Tout cela, ainsi que le billet de blog de Hellman aujourd'hui, est un signe de la situation de Spotify en 2026. L'entreprise est suffisamment grande et suffisamment confiante pour publier plus de détails sur ses paiements que n'importe quel concurrent, tout en saluant sa part de marché croissante – 30 % est en hausse par rapport aux 25 % revendiqués en mars dernier.

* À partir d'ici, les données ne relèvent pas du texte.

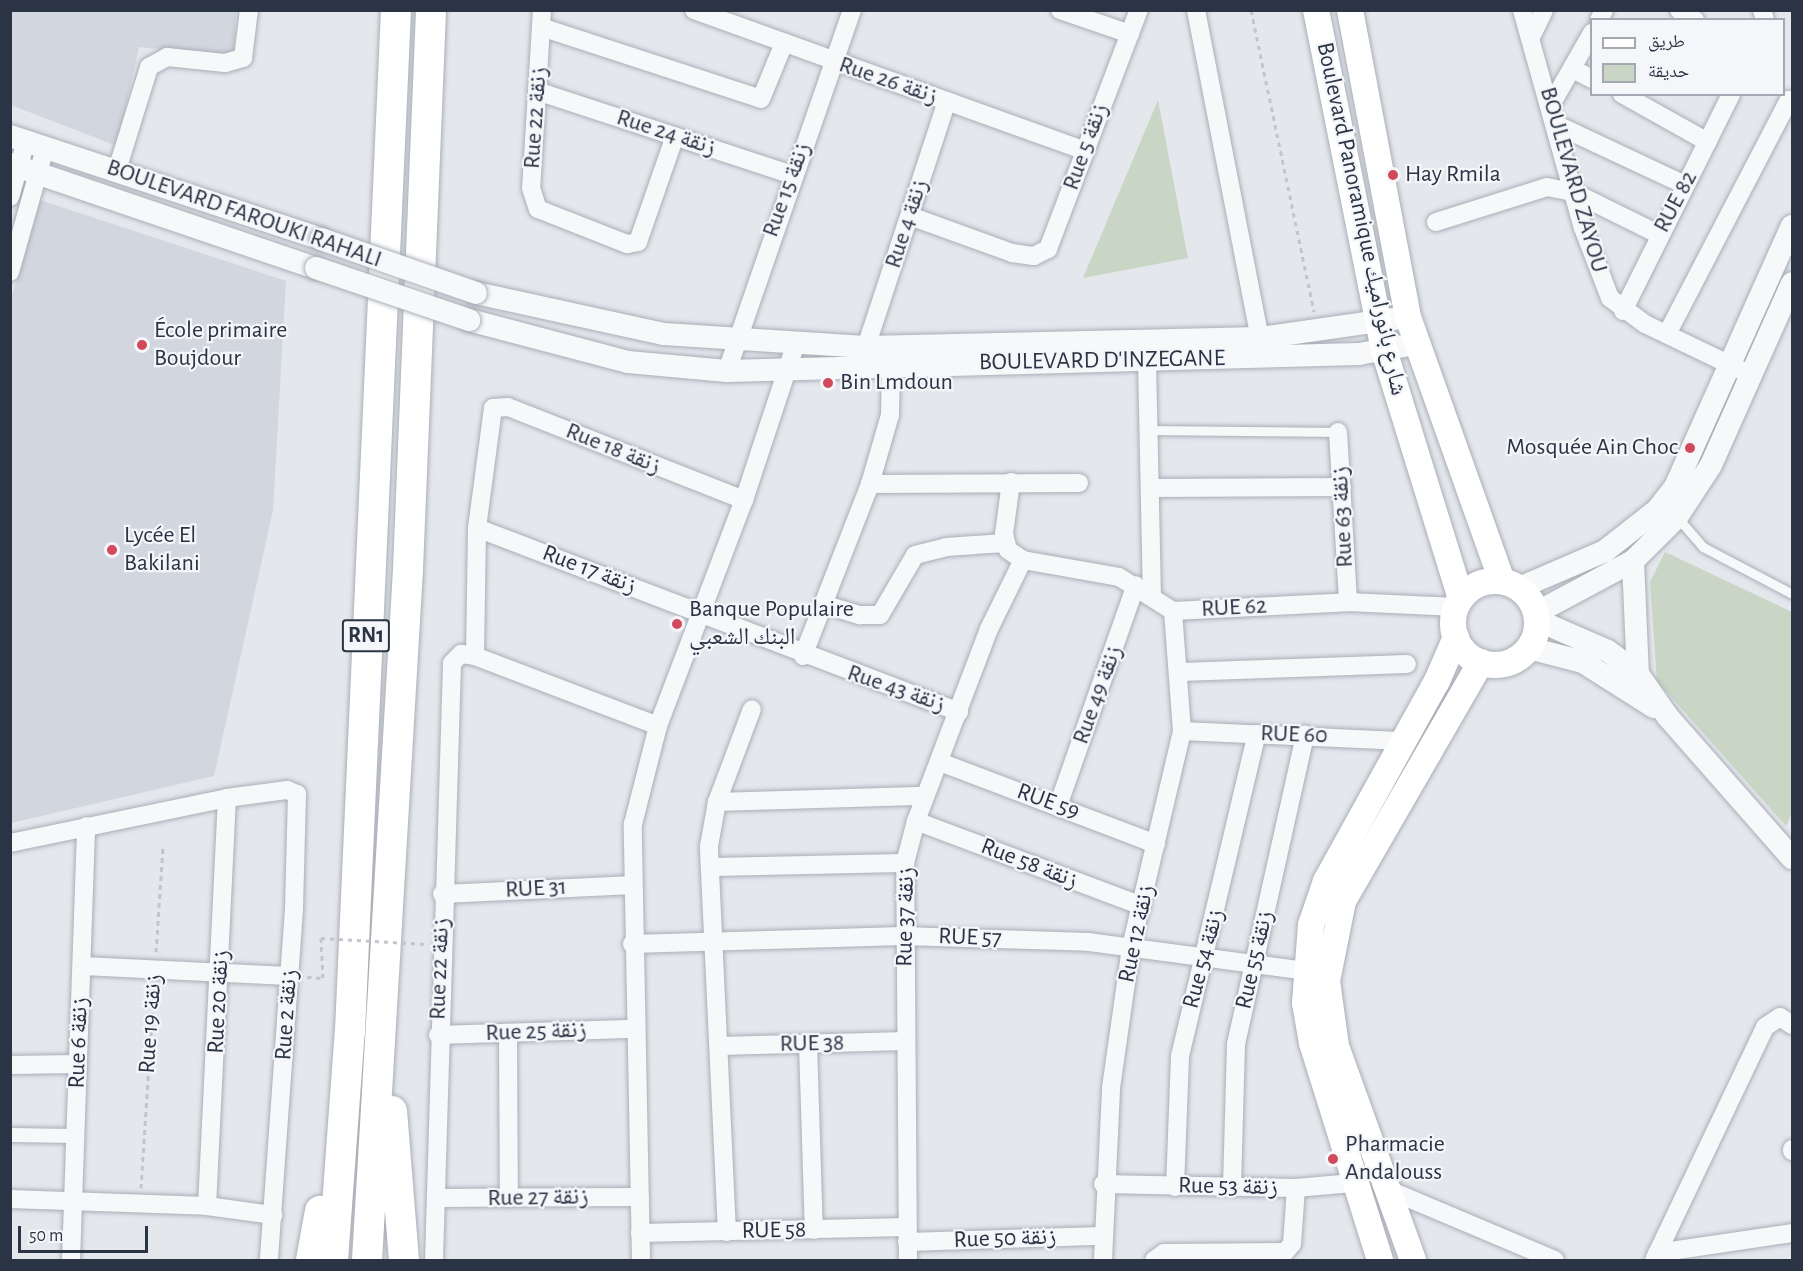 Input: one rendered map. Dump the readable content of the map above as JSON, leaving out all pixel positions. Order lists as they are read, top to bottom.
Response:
{
  "streets": {
    "highway": ["RN1"],
    "main road": ["Boulevard Panoramique شارع بانوراميك"],
    "street": [
      "Rue 26 زنقة",
      "Rue 22 زنقة",
      "Rue 24 زنقة",
      "Rue 5 زنقة",
      "BOULEVARD ZAYOU",
      "Rue 15 زنقة",
      "RUE 82",
      "BOULEVARD FAROUKI RAHALI",
      "Rue 4 زنقة",
      "BOULEVARD D'INZEGANE",
      "Rue 18 زنقة",
      "Rue 63 زنقة",
      "Rue 17 زنقة",
      "RUE 62",
      "Rue 43 زنقة",
      "Rue 49 زنقة",
      "RUE 60",
      "RUE 59",
      "Rue 58 زنقة",
      "RUE 31",
      "Rue 37 زنقة",
      "Rue 12 زنقة",
      "RUE 57",
      "Rue 54 زنقة",
      "Rue 55 زنقة",
      "Rue 20 زنقة",
      "Rue 2 زنقة",
      "Rue 25 زنقة",
      "Rue 6 زنقة",
      "RUE 38",
      "Rue 53 زنقة",
      "Rue 27 زنقة",
      "RUE 58",
      "Rue 50 زنقة"
    ],
    "path": ["Rue 19 زنقة"]
  },
  "crossings": [
    ["Rue 26 زنقة", "Rue 5 زنقة"],
    ["Rue 26 زنقة", "Rue 15 زنقة"],
    ["Rue 26 زنقة", "Rue 4 زنقة"],
    ["Rue 22 زنقة", "Rue 24 زنقة"],
    ["Rue 22 زنقة", "RUE 31"],
    ["Rue 22 زنقة", "Rue 25 زنقة"],
    ["Rue 22 زنقة", "Rue 27 زنقة"],
    ["Rue 24 زنقة", "Rue 15 زنقة"],
    ["Rue 5 زنقة", "Rue 4 زنقة"],
    ["BOULEVARD ZAYOU", "RUE 82"],
    ["Rue 15 زنقة", "BOULEVARD D'INZEGANE"],
    ["BOULEVARD FAROUKI RAHALI", "BOULEVARD D'INZEGANE"],
    ["Boulevard Panoramique شارع بانوراميك", "BOULEVARD D'INZEGANE"],
    ["Boulevard Panoramique شارع بانوراميك", "RUE 62"],
    ["Rue 4 زنقة", "BOULEVARD D'INZEGANE"],
    ["BOULEVARD D'INZEGANE", "Rue 49 زنقة"],
    ["Rue 18 زنقة", "Rue 17 زنقة"],
    ["Rue 63 زنقة", "RUE 62"],
    ["Rue 17 زنقة", "Rue 43 زنقة"],
    ["RUE 62", "Rue 49 زنقة"],
    ["RUE 62", "Rue 37 زنقة"],
    ["RUE 62", "Rue 12 زنقة"],
    ["Rue 43 زنقة", "Rue 37 زنقة"],
    ["Rue 49 زنقة", "RUE 59"],
    ["RUE 60", "Rue 12 زنقة"],
    ["RUE 60", "Rue 54 زنقة"],
    ["RUE 60", "Rue 55 زنقة"],
    ["RUE 59", "Rue 37 زنقة"],
    ["RUE 59", "Rue 12 زنقة"],
    ["Rue 58 زنقة", "Rue 37 زنقة"],
    ["Rue 58 زنقة", "Rue 12 زنقة"],
    ["Rue 37 زنقة", "RUE 57"],
    ["Rue 37 زنقة", "RUE 38"],
    ["Rue 37 زنقة", "RUE 58"],
    ["Rue 37 زنقة", "Rue 50 زنقة"],
    ["Rue 12 زنقة", "RUE 57"],
    ["Rue 12 زنقة", "Rue 53 زنقة"],
    ["Rue 12 زنقة", "Rue 50 زنقة"],
    ["RUE 57", "Rue 54 زنقة"],
    ["RUE 57", "Rue 55 زنقة"],
    ["Rue 54 زنقة", "Rue 53 زنقة"],
    ["Rue 55 زنقة", "Rue 53 زنقة"],
    ["Rue 20 زنقة", "Rue 2 زنقة"],
    ["RUE 58", "Rue 50 زنقة"]
  ],
  "places": [
    "Hay Rmila",
    "École primaire Boujdour",
    "Bin Lmdoun",
    "Mosquée Ain Choc",
    "Lycée El Bakilani",
    "Banque Populaire البنك الشعبي",
    "Pharmacie Andalouss"
  ],
  "legend": ["طريق", "حديقة"],
  "scale_bar": "50 m"
} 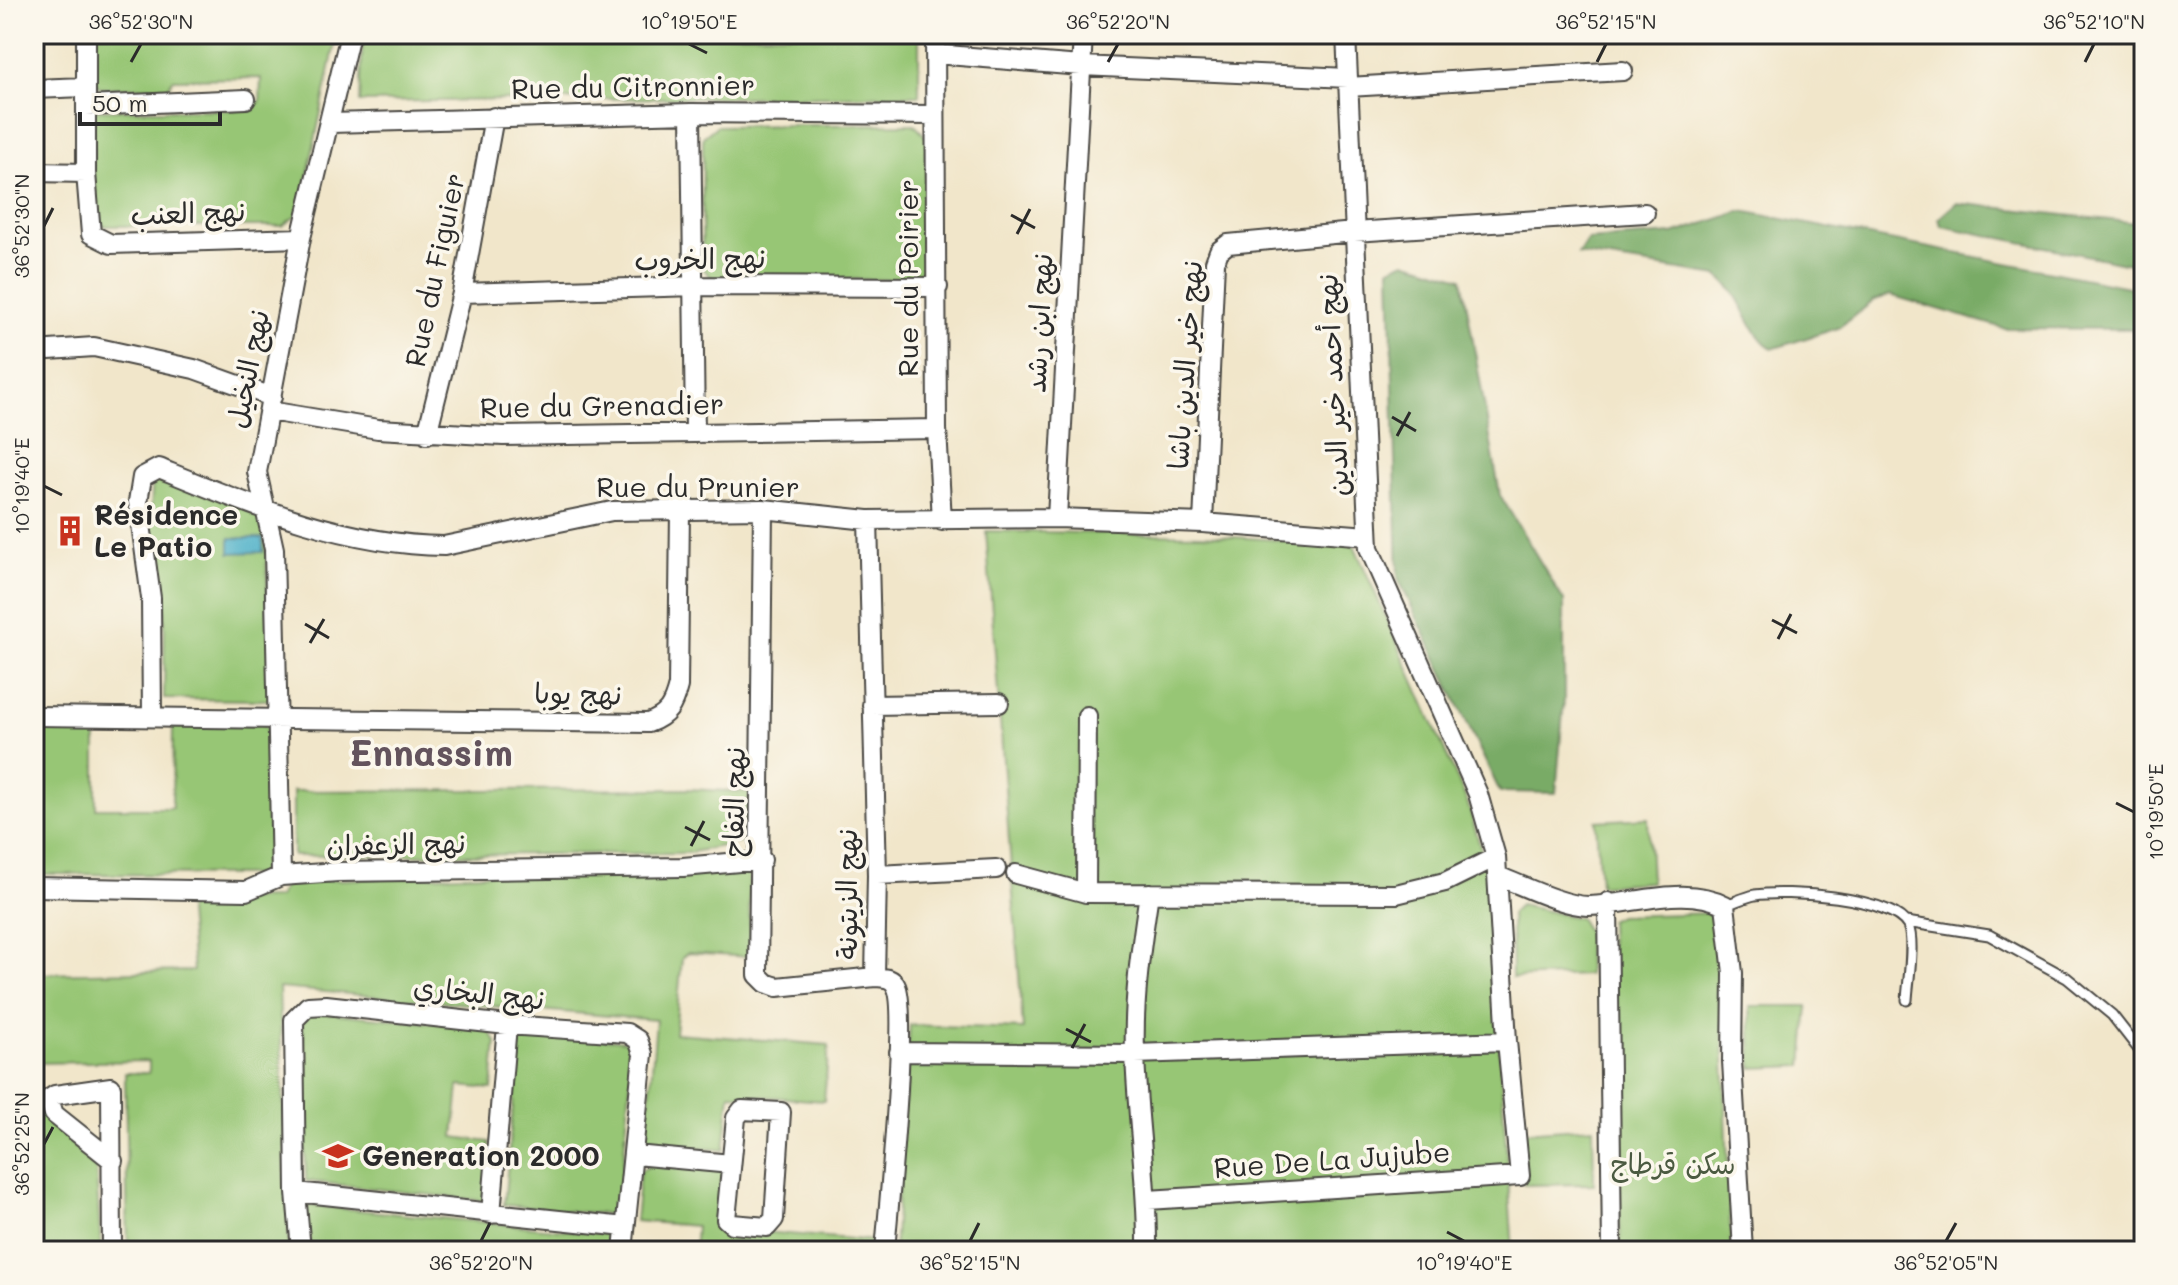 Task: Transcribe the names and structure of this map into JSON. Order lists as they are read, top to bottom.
{
  "streets": {
    "street": [
      "Rue du Citronnier",
      "نهج العنب",
      "نهج الخروب",
      "Rue du Figuier",
      "Rue du Poirier",
      "نهج ابن رشد",
      "نهج خير الدين باشا",
      "نهج النخيل",
      "نهج أحمد خير الدين",
      "Rue du Grenadier",
      "Rue du Prunier",
      "نهج يوبا",
      "نهج التفاح",
      "نهج الزعفران",
      "نهج الزيتونة",
      "نهج البخاري",
      "Rue De La Jujube"
    ]
  },
  "crossings": [
    ["Rue du Citronnier", "Rue du Figuier"],
    ["Rue du Citronnier", "Rue du Poirier"],
    ["Rue du Citronnier", "نهج النخيل"],
    ["نهج العنب", "نهج النخيل"],
    ["نهج الخروب", "Rue du Figuier"],
    ["نهج الخروب", "Rue du Poirier"],
    ["Rue du Figuier", "Rue du Grenadier"],
    ["Rue du Poirier", "Rue du Grenadier"],
    ["Rue du Poirier", "Rue du Prunier"],
    ["نهج ابن رشد", "Rue du Prunier"],
    ["نهج خير الدين باشا", "نهج أحمد خير الدين"],
    ["نهج خير الدين باشا", "Rue du Prunier"],
    ["نهج النخيل", "Rue du Grenadier"],
    ["نهج النخيل", "Rue du Prunier"],
    ["نهج النخيل", "نهج يوبا"],
    ["نهج أحمد خير الدين", "Rue du Prunier"],
    ["نهج أحمد خير الدين", "Rue De La Jujube"],
    ["Rue du Prunier", "نهج يوبا"],
    ["Rue du Prunier", "نهج التفاح"],
    ["Rue du Prunier", "نهج الزيتونة"],
    ["نهج التفاح", "نهج الزعفران"],
    ["نهج التفاح", "نهج الزيتونة"]
  ],
  "districts": ["Ennassim"],
  "parks": ["سكن قرطاج"],
  "places": {
    "building": ["Résidence Le Patio"],
    "school or university": ["Generation 2000"]
  },
  "scale_bar": "50 m",
  "coordinates": [
    "36°52'30\"N",
    "10°19'50\"E",
    "36°52'20\"N",
    "36°52'15\"N",
    "36°52'10\"N",
    "10°19'40\"E",
    "36°52'25\"N",
    "36°52'05\"N"
  ]
}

Cependant, il reste également très sensible aux critiques concernant ses politiques et ses paiements, ce qui est également à l'origine de cette ouverture et des réfutations rapides des redevances.
À certains moments de son histoire, Spotify a penché vers une politique semblable à celle d'Apple consistant à donner le moins d'oxygène possible aux critiques avec des déclarations publiques.
Cependant, soucieux de se laisser présenter comme le Big Tech Bogeyman trop dominant du streaming musical, Spotify est dans l’une de ses phases les plus ouvertes consistant à faire valoir ses arguments et à exposer ses intentions.
Cela implique de réitérer son engagement envers la musique à une époque où les podcasts, les livres audio et les vidéos occupent une place de plus en plus importante dans son activité.
Cela a été rendu explicite dans l'annonce d'aujourd'hui lorsque Hellman a promis que « cette année, notre priorité numéro un est d'aider davantage de nouvelles musiques et de nouveaux artistes à passer à travers le bruit et à établir de véritables liens avec les fans ».
Les amis et les critiques de Spotify au sein de l'industrie musicale suivront de près la manière dont cette ambition se concrétisera.